### [What this task involves]
Write out each line of the material exactly as given, and drop the images.

### [Input material]
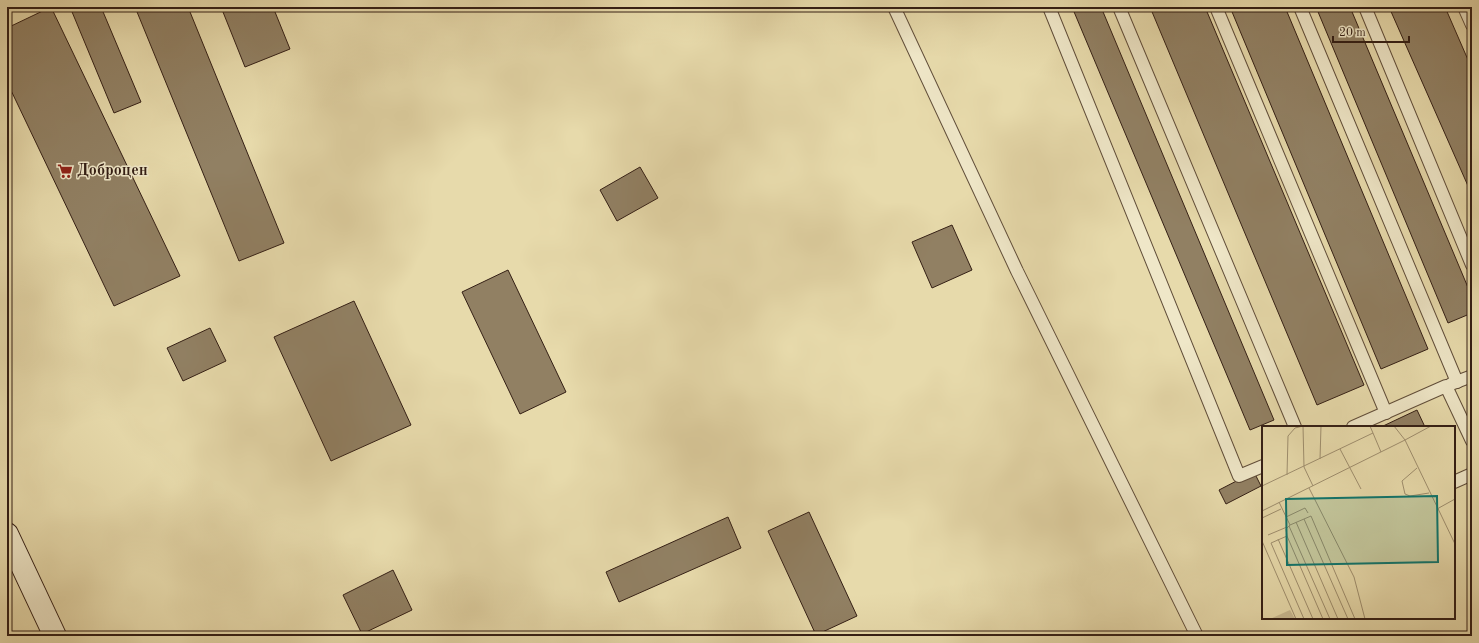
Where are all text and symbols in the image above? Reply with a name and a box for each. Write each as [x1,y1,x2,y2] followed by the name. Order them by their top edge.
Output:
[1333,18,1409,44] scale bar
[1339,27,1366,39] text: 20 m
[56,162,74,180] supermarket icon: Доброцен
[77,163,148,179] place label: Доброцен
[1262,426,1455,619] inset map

### [Exercise output]
Where are all text and symbols in the image above? Reply with a name and a box for each. Write each as [x1,y1,x2,y2] followed by the name. Order them by their top edge.
Output:
[1333,18,1409,44] scale bar
[1339,27,1366,39] text: 20 m
[56,162,74,180] supermarket icon: Доброцен
[77,163,148,179] place label: Доброцен
[1262,426,1455,619] inset map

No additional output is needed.